**Task requirements:**
Go through the material and copy every line in which "labels" appears.

**Material for this exercise:**
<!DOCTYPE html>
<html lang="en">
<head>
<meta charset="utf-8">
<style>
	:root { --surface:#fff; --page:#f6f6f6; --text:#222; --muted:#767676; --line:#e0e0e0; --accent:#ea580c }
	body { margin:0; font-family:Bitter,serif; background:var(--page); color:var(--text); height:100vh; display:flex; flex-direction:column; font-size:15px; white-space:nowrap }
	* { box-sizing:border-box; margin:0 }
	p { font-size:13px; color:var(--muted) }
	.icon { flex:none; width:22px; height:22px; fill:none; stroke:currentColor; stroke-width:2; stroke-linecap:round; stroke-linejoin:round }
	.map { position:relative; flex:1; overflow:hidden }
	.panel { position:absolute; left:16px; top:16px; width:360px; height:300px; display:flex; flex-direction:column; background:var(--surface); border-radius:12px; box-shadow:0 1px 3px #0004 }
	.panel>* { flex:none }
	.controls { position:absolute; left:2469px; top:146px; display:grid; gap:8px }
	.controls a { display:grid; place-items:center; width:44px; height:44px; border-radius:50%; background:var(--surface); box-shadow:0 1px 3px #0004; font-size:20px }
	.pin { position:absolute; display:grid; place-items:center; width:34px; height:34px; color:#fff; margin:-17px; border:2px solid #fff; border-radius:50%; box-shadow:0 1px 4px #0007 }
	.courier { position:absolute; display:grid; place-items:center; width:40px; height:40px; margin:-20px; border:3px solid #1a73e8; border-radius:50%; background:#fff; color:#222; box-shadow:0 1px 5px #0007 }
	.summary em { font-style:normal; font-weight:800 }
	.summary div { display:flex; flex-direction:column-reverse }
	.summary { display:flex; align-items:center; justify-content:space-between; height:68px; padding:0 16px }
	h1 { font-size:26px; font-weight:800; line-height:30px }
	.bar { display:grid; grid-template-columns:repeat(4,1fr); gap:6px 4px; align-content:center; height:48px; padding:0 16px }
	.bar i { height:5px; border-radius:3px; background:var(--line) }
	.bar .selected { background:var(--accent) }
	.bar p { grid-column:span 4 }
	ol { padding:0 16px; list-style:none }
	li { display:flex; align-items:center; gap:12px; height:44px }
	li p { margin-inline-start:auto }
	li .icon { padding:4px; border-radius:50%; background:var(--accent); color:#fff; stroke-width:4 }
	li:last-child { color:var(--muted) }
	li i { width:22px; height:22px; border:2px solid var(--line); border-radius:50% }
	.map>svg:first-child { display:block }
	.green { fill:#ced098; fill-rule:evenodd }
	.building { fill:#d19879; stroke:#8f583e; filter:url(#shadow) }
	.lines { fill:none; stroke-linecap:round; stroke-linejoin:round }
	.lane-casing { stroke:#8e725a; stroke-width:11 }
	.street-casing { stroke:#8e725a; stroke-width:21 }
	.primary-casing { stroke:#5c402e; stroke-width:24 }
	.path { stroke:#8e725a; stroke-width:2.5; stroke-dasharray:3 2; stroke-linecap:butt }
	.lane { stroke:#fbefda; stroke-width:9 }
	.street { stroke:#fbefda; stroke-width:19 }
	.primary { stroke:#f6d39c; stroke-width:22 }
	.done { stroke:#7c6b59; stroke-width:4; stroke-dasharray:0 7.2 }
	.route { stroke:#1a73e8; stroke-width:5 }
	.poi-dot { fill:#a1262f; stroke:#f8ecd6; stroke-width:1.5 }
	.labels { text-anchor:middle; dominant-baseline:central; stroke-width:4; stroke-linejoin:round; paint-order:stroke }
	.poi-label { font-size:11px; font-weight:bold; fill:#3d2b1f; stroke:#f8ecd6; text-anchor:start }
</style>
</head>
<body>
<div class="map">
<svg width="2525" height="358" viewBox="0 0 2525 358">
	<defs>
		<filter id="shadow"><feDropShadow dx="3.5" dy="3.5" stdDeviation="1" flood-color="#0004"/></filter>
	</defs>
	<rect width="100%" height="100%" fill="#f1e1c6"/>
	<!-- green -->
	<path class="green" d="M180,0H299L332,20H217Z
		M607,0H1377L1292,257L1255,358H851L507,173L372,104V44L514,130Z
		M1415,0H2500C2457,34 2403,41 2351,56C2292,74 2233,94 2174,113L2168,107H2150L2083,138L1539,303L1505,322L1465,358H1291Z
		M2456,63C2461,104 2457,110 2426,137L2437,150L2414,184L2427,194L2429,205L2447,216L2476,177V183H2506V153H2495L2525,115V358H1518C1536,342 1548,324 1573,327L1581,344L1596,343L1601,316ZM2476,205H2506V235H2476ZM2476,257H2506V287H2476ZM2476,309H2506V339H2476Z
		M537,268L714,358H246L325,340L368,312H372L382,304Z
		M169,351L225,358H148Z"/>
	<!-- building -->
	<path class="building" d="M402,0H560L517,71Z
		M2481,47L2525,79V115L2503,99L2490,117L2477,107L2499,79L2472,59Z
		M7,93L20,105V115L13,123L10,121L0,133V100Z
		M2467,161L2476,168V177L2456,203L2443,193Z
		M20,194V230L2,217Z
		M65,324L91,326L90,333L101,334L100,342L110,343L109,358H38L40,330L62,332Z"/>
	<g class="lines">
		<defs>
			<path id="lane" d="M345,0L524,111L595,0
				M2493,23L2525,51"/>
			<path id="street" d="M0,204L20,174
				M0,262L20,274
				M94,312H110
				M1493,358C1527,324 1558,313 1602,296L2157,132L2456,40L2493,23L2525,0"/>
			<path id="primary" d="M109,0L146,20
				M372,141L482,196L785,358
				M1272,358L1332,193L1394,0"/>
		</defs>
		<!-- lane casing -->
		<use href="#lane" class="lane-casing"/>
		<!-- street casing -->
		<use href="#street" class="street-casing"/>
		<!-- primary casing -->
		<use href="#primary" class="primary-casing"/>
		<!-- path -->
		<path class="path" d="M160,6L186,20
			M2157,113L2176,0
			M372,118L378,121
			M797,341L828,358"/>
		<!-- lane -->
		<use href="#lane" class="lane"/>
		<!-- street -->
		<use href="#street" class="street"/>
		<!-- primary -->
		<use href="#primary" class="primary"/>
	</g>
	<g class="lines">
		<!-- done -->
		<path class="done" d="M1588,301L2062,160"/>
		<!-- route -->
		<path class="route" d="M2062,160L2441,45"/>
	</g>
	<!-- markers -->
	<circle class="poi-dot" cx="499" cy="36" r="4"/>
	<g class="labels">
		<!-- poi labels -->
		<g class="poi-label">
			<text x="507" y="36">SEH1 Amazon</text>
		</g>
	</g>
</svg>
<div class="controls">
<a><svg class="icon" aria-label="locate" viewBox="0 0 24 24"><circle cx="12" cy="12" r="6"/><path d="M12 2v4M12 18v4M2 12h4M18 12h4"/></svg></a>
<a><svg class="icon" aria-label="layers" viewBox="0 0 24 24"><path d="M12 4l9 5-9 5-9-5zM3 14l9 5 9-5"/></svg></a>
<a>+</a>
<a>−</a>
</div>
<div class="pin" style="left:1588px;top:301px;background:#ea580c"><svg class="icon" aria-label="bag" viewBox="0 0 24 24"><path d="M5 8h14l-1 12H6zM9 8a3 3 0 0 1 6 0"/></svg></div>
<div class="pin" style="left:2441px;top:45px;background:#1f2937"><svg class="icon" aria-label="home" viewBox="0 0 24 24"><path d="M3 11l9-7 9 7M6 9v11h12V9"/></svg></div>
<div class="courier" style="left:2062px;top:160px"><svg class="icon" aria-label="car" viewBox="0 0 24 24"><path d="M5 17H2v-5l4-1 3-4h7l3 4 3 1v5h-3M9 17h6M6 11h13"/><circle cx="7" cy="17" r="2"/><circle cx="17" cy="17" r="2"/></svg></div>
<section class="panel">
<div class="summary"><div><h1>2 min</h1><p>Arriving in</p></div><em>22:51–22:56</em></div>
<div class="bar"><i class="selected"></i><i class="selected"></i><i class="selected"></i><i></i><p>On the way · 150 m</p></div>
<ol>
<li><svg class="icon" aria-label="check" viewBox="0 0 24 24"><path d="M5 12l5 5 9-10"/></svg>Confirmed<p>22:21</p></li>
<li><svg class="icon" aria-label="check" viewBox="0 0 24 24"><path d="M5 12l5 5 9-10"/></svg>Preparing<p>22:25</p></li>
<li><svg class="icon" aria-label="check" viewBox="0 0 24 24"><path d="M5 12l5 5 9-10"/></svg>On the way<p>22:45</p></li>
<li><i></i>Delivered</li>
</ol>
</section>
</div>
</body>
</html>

**Result of the task:**
	.labels { text-anchor:middle; dominant-baseline:central; stroke-width:4; stroke-linejoin:round; paint-order:stroke }
	<g class="labels">
		<!-- poi labels -->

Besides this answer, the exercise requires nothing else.